West Midlands Health Technology Assessment Collaboration (WMHTAC), Unit of Public Health, Epidemiology and Biostatistics, University of Birmingham, West Midlands, UK.
Pharmacoeconomics. 2011 Oct;29(10):827-37. doi: 10.2165/11585940-000000000-00000.
The UK National Institute for Health and Clinical Excellence (NICE) has used its Single Technology Appraisal (STA) programme to assess several drugs for cancer. Typically, the evidence submitted by the manufacturer comes from one short-term randomized controlled trial (RCT) demonstrating improvement in overall survival and/or in delay of disease progression, and these are the pre-eminent drivers of cost effectiveness. We draw attention to key issues encountered in assessing the quality and rigour of the manufacturers' modelling of overall survival and disease progression. Our examples are two recent STAs: sorafenib (Nexavar®) for advanced hepatocellular carcinoma, and azacitidine (Vidaza®) for higher-risk myelodysplastic syndromes (MDS). The choice of parametric model had a large effect on the predicted treatment-dependent survival gain. Logarithmic models (log-Normal and log-logistic) delivered double the survival advantage that was derived from Weibull models. Both submissions selected the logarithmic fits for their base-case economic analyses and justified selection solely on Akaike Information Criterion (AIC) scores. AIC scores in the azacitidine submission failed to match the choice of the log-logistic over Weibull or exponential models, and the modelled survival in the intervention arm lacked face validity. AIC scores for sorafenib models favoured log-Normal fits; however, since there is no statistical method for comparing AIC scores, and differences may be trivial, it is generally advised that the plausibility of competing models should be tested against external data and explored in diagnostic plots. Function fitting to observed data should not be a mechanical process validated by a single crude indicator (AIC). Projective models should show clear plausibility for the patients concerned and should be consistent with other published information. Multiple rather than single parametric functions should be explored and tested with diagnostic plots. When trials have survival curves with long tails exhibiting few events then the robustness of extrapolations using information in such tails should be tested.

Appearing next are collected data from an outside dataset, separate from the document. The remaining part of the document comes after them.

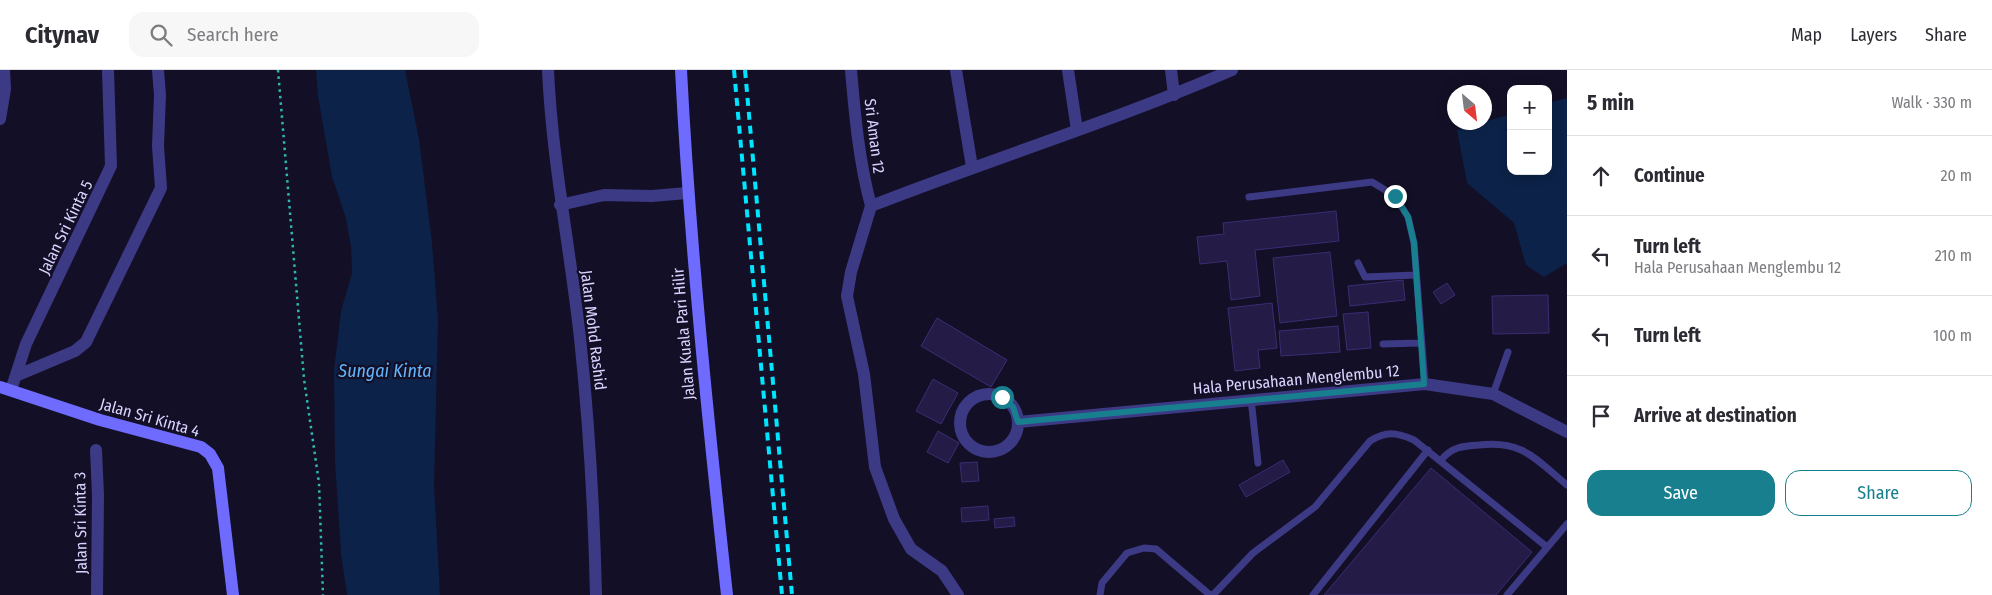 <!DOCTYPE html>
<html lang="en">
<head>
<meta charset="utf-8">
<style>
	body { margin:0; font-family:"Fira Sans Condensed",sans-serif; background:#f7f7f7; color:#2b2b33 }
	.controls { position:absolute; right:15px; top:15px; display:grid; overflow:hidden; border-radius:10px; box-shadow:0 2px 12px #0003 }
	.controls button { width:45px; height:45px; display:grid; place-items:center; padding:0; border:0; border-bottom:1px solid #e1e1e2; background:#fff; color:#2b2b33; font:25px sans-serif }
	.compass { position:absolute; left:1447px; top:15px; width:45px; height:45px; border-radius:50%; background:#fff; box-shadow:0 2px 12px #0003; rotate:152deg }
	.stop { position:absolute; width:15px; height:15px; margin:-11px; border:4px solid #187f8f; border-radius:50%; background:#fff }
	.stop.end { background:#187f8f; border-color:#fff; box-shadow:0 1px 5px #0008 }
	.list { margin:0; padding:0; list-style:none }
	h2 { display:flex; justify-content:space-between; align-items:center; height:65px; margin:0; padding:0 20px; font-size:21px }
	h2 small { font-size:16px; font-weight:400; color:#7c7c81 }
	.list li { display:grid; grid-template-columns:32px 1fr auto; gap:15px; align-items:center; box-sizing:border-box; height:80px; padding:0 20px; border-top:1px solid #e1e1e2 }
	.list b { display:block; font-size:19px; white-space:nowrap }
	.list p { margin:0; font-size:16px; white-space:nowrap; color:#7c7c81 }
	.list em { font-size:16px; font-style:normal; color:#7c7c81 }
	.actions { display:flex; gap:10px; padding:15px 20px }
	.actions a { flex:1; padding:11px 0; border:1px solid #187f8f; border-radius:15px; text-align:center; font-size:18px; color:#187f8f }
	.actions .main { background:#187f8f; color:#fff }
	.icon { flex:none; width:28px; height:28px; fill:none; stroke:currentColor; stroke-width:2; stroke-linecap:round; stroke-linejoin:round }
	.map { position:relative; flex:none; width:1567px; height:525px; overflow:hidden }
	header { display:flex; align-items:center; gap:30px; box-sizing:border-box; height:70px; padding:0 25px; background:#fff; border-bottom:1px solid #e1e1e2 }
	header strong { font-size:24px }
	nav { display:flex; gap:28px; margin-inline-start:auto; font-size:18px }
	.search { width:350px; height:45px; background:#f7f7f7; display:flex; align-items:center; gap:12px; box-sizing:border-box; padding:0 18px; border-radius:15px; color:#7c7c81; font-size:19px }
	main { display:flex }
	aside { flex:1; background:#fff }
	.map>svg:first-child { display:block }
</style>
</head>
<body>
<header>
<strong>Citynav</strong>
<div class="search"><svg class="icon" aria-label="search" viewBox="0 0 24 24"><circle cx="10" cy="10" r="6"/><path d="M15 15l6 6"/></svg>Search here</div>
<nav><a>Map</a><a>Layers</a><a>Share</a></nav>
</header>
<main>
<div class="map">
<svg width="1567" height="525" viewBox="0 0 1567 525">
	<rect width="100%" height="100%" fill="#130f26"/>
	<path fill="#0c2248" d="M 316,0 L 405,0 L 419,69 L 432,173 L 438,249 L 434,415 L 440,525 L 347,525 L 341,483 L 335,392 L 334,300 L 341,241 L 352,203 L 351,176 L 345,145 L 332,107 L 318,26 Z
		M 1567,28 L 1567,193 L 1544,207 L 1526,195 L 1514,153 L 1467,113 L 1457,60 L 1511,44 L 1511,101 L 1548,101 L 1548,33 Z"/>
	<path fill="#241b47" stroke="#3b2d73" d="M 1336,141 L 1339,171 L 1255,180 L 1260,226 L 1231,230 L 1227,191 L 1200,194 L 1197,167 L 1224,164 L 1223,153 Z
		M 1330,182 L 1337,246 L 1280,253 L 1273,188 Z
		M 1403,210 L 1405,230 L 1350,236 L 1348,216 Z
		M 1447,213 L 1455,225 L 1441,234 L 1433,222 Z
		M 1548,225 L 1549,263 L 1493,264 L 1492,226 Z
		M 1272,233 L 1277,278 L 1258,280 L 1260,298 L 1235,301 L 1228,238 Z
		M 1368,242 L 1371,278 L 1347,280 L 1343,244 Z
		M 937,248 L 1007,290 L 991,317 L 921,276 Z
		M 1338,256 L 1340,282 L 1281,286 L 1279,261 Z
		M 933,309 L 958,323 L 941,354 L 916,341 Z
		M 938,361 L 959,373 L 948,393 L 927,382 Z
		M 1283,390 L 1290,402 L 1246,427 L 1239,415 Z
		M 977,392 L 979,411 L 962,412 L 960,393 Z
		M 1431,398 L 1532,482 L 1496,525 L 1324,525 Z
		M 988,436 L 989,450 L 962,452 L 961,438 Z
		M 1014,447 L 1015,456 L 995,458 L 994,449 Z"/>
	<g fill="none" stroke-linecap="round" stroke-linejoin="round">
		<path stroke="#2fb8b0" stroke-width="2.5" stroke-dasharray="2.5 4" stroke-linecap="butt" d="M 278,0 L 304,309 L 319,413 L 323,525"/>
		<path stroke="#3d3a85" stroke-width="7" d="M 1249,127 L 1372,112 L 1395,126 L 1408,147 L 1414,173 L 1425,314
			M 1358,193 L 1365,207 L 1416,205
			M 1383,274 L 1420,273
			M 1493,324 L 1508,282
			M 1251,329 L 1258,393
			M 1441,390 C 1452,377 1462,376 1479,375 C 1523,370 1535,389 1567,415
			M 1100,525 L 1102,513 L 1127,483 L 1144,478 L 1156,479 L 1210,525
			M 1213,525 L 1253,483 L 1315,437 L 1370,371 C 1386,361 1396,362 1414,370 L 1547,477
			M 1313,525 L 1428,380
			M 1507,525 L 1567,454"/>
		<path stroke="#3d3a85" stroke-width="12" d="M 548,0 C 552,90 570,178 580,268 C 589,353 594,439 596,525
			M 851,0 C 855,47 859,91 871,136
			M 956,0 L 972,97
			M 1068,0 L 1077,60
			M 1171,0 L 1174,25
			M 0,49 L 5,19 L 4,0
			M 560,135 L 604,125 L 652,126 L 687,123
			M 871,136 L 851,202 L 847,226 L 864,304 L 875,397 L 894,449 L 911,479 L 942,501 L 958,525
			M 871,136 C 991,89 1114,51 1232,0
			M 18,305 L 75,281 L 86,272 L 161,118 L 158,76 L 160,25 L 158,0
			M 11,320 L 26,274 L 111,96 L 108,0
			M960 353a29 29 0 1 1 58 0a29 29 0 1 1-58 0Z
			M 1018,352 L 1425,314 L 1493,324 L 1567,362
			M 96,380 L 98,425 L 97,525"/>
		<path stroke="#6f6bff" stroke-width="12" d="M 681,0 C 690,176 708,350 727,525
			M 0,317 L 100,350 L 201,377 L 210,384 L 218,398 L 233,525"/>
		<path stroke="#00e5ff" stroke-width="4" stroke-dasharray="8 6" stroke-linecap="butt" d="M 734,0 L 782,525
			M 745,0 L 792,525"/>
	</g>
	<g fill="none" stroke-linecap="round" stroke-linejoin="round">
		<path stroke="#187f8f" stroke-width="6" d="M 1002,327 L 1013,337 L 1018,352 L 1424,314 L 1414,173 L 1408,147 L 1395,126"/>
	</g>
	<g text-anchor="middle" stroke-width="4.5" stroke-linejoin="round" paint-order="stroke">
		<g font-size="16" fill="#d9d4ff" stroke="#130f26">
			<text transform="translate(875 66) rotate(83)" y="6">Sri Aman 12</text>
			<text transform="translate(65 157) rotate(-64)" y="6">Jalan Sri Kinta 5</text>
			<text transform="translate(594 260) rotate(83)" y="6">Jalan Mohd Rashid</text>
			<text transform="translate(683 264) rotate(-95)" y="6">Jalan Kuala Pari Hilir</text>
			<text transform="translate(1296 309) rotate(-5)" y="6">Hala Perusahaan Menglembu 12</text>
			<text transform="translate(150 347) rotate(16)" y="6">Jalan Sri Kinta 4</text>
			<text transform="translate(80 453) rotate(-91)" y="6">Jalan Sri Kinta 3</text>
		</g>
		<g font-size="18" font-style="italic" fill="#62b6ff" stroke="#130f26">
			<text x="385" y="307">Sungai Kinta</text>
		</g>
	</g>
</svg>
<div class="controls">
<button>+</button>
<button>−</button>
</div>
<svg class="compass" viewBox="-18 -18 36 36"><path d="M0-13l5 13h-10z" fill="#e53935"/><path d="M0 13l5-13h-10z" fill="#7c7c81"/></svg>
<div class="stop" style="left:1002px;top:327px"></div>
<div class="stop end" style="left:1395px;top:126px"></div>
</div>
<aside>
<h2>5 min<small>Walk · 330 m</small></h2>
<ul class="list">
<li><svg class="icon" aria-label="ahead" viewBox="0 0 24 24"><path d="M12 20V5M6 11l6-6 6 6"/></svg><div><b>Continue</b></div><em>20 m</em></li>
<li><svg class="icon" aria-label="left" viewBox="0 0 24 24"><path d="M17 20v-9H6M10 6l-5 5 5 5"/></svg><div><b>Turn left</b><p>Hala Perusahaan Menglembu 12</p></div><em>210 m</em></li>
<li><svg class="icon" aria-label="left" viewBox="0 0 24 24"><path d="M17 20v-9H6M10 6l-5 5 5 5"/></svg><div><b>Turn left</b></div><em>100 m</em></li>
<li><svg class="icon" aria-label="arrive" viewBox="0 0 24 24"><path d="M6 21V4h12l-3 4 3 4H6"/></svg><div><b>Arrive at destination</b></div></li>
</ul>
<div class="actions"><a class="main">Save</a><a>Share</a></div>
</aside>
</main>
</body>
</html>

英国国家卫生与临床优化研究所(NICE)利用其单一技术评估(STA)计划评估了几种癌症药物。通常,制造商提交的证据来自一项短期随机对照试验(RCT),该试验证明了总生存率和/或疾病进展延迟的改善,这些是成本效益的主要驱动因素。我们提请注意在评估制造商对总生存率和疾病进展建模的质量和严谨性时遇到的关键问题。我们的例子是最近的两项 STA:索拉非尼(Nexavar®)治疗晚期肝细胞癌,阿扎胞苷(Vidaza®)治疗高危骨髓增生异常综合征(MDS)。参数模型的选择对预测治疗依赖性生存获益有很大影响。对数模型(对数正态和对数逻辑)比威布尔模型提供了两倍的生存优势。这两个提交都选择对数拟合进行基础经济分析,并仅根据赤池信息量准则(AIC)评分来证明选择的合理性。阿扎胞苷提交的 AIC 评分未能与对数逻辑优于威布尔或指数模型的选择相匹配,干预组的模型生存率缺乏真实性。索拉非尼模型的 AIC 评分有利于对数正态拟合;然而,由于没有用于比较 AIC 评分的统计方法,并且差异可能微不足道,因此通常建议应根据外部数据和诊断图测试竞争性模型的合理性。拟合观察数据的函数不应是通过单个粗糙指标(AIC)验证的机械过程。投影模型应针对相关患者表现出明显的合理性,并应与其他已发表的信息一致。应探索和测试多个而不是单个参数函数,并使用诊断图进行测试。当试验的生存曲线具有长尾且事件较少时,应测试使用此类长尾中的信息进行外推的稳健性。